_WHAT IS BEING ASKED_
Copy out every line of the data exactly; do not include the images.

_Stored data entries_
- - -

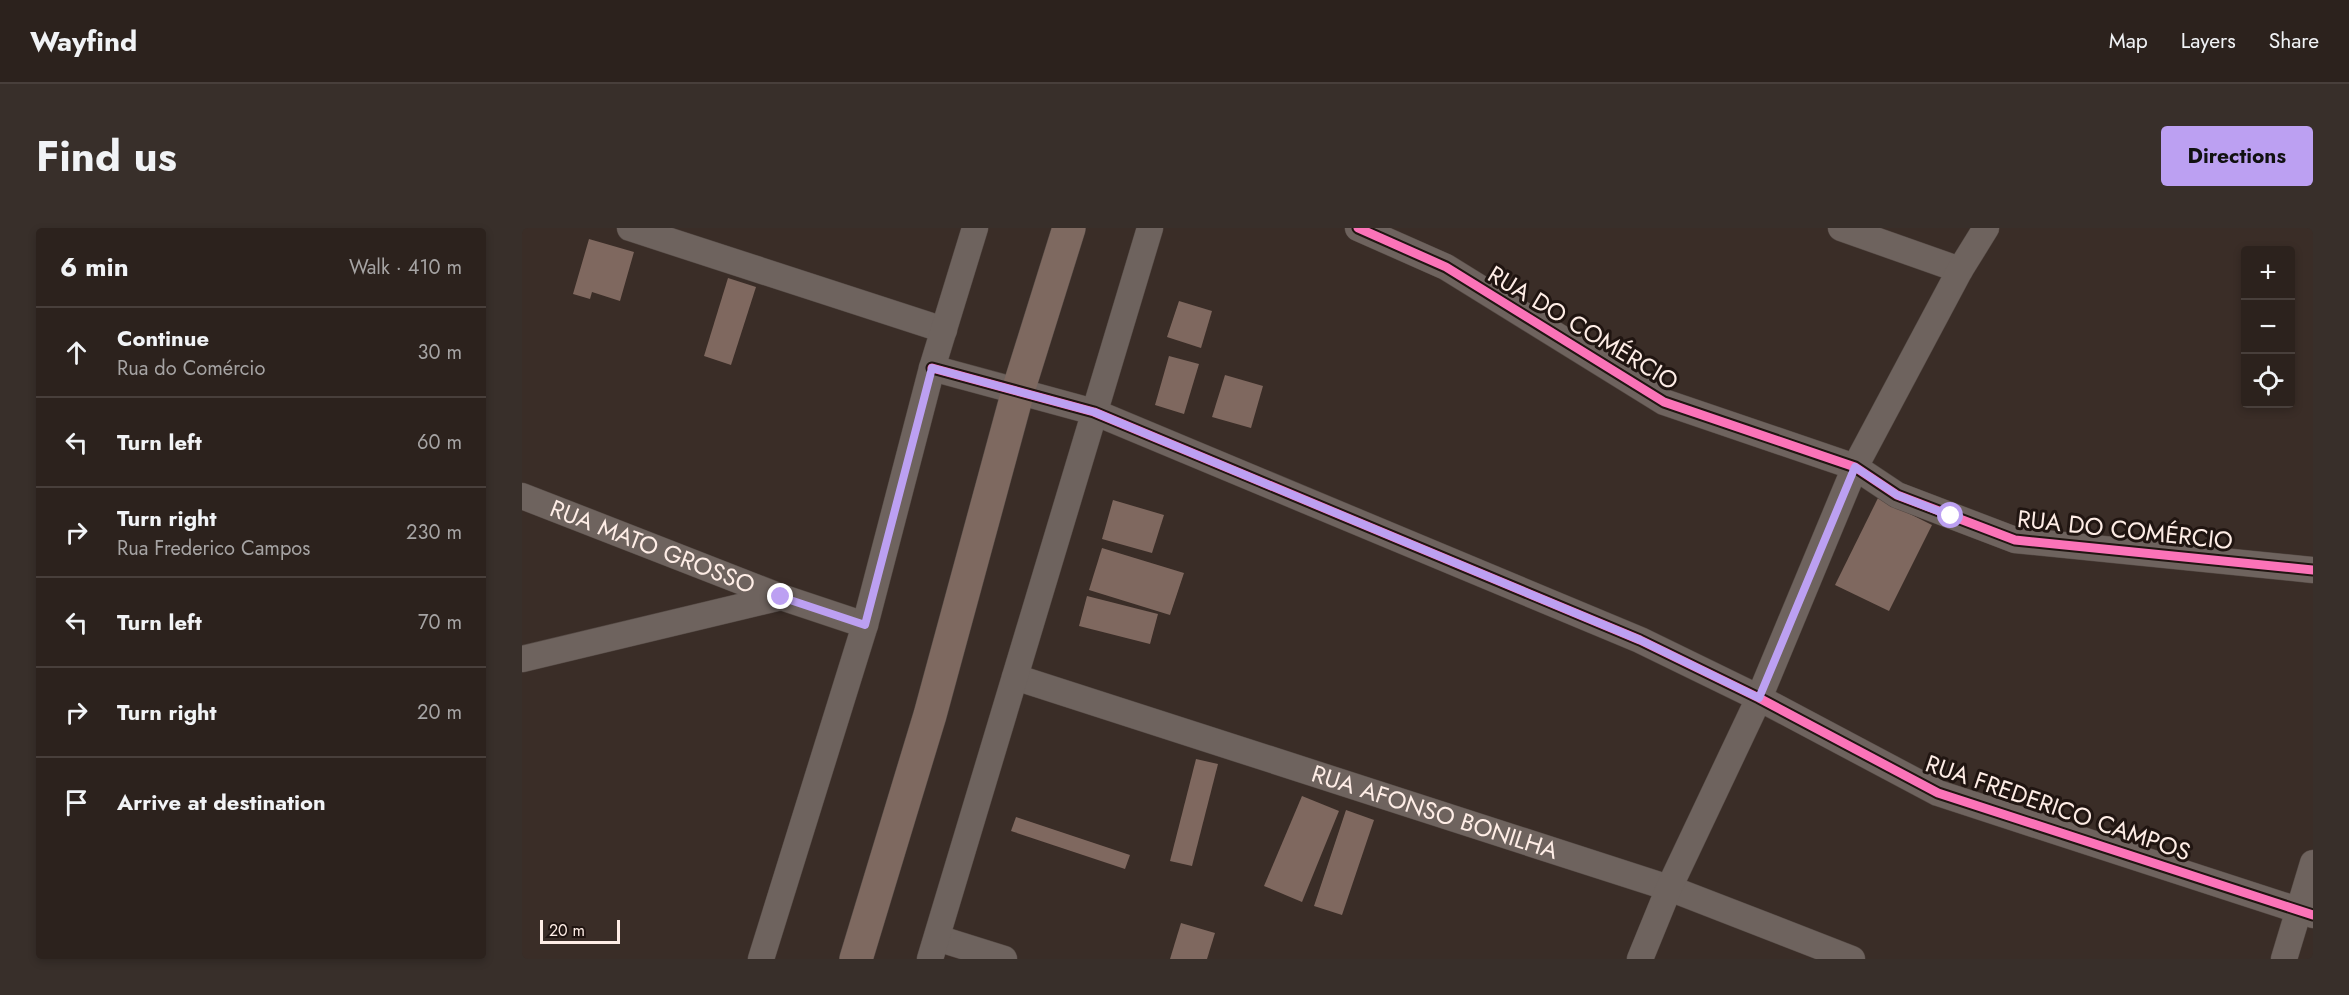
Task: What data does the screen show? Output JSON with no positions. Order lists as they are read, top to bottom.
{
  "streets": {
    "street": [
      "RUA DO COMÉRCIO",
      "RUA MATO GROSSO",
      "RUA FREDERICO CAMPOS",
      "RUA AFONSO BONILHA"
    ]
  },
  "scale_bar": "20 m",
  "page": {
    "header": "Wayfind",
    "nav": ["Map", "Layers", "Share"],
    "title": "Find us",
    "buttons": "Directions",
    "heading": ["6 min", "Walk · 410 m"],
    "map_buttons": ["+", "−"],
    "list": [
      ["Continue", "Rua do Comércio", "30 m"],
      ["Turn left", "60 m"],
      ["Turn right", "Rua Frederico Campos", "230 m"],
      ["Turn left", "70 m"],
      ["Turn right", "20 m"],
      "Arrive at destination"
    ],
    "scale": "20 m"
  }
}
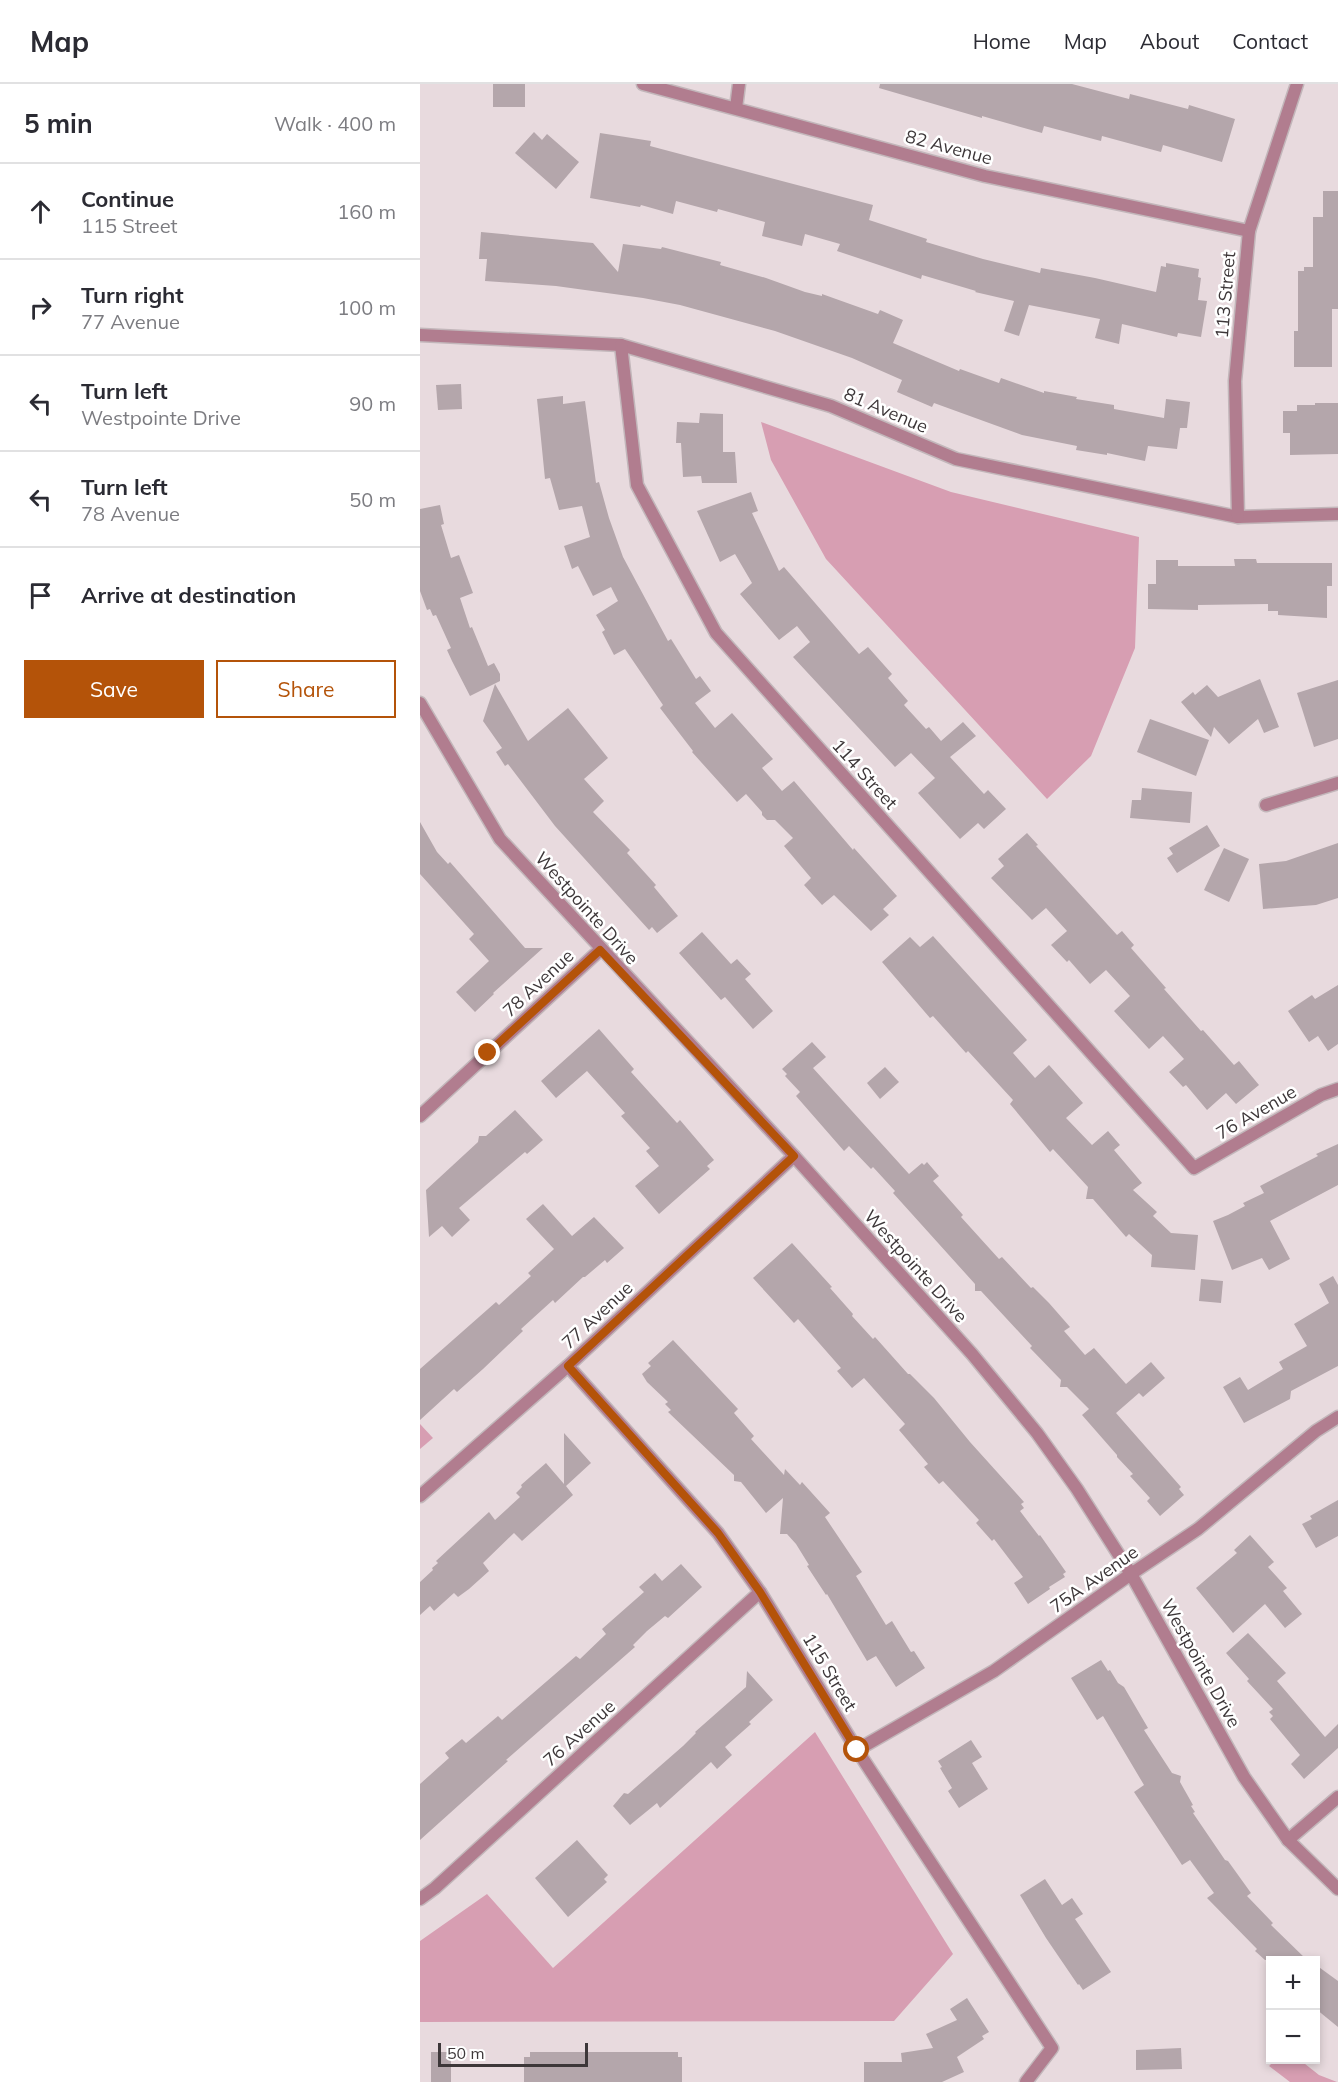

- - -

_SOLVED PROBLEM_
Task: What data does the screen show? Output JSON with no positions. Order lists as they are read, top to bottom.
{
  "streets": {
    "street": [
      "RUA DO COMÉRCIO",
      "RUA MATO GROSSO",
      "RUA FREDERICO CAMPOS",
      "RUA AFONSO BONILHA"
    ]
  },
  "scale_bar": "20 m",
  "page": {
    "header": "Wayfind",
    "nav": ["Map", "Layers", "Share"],
    "title": "Find us",
    "buttons": "Directions",
    "heading": ["6 min", "Walk · 410 m"],
    "map_buttons": ["+", "−"],
    "list": [
      ["Continue", "Rua do Comércio", "30 m"],
      ["Turn left", "60 m"],
      ["Turn right", "Rua Frederico Campos", "230 m"],
      ["Turn left", "70 m"],
      ["Turn right", "20 m"],
      "Arrive at destination"
    ],
    "scale": "20 m"
  }
}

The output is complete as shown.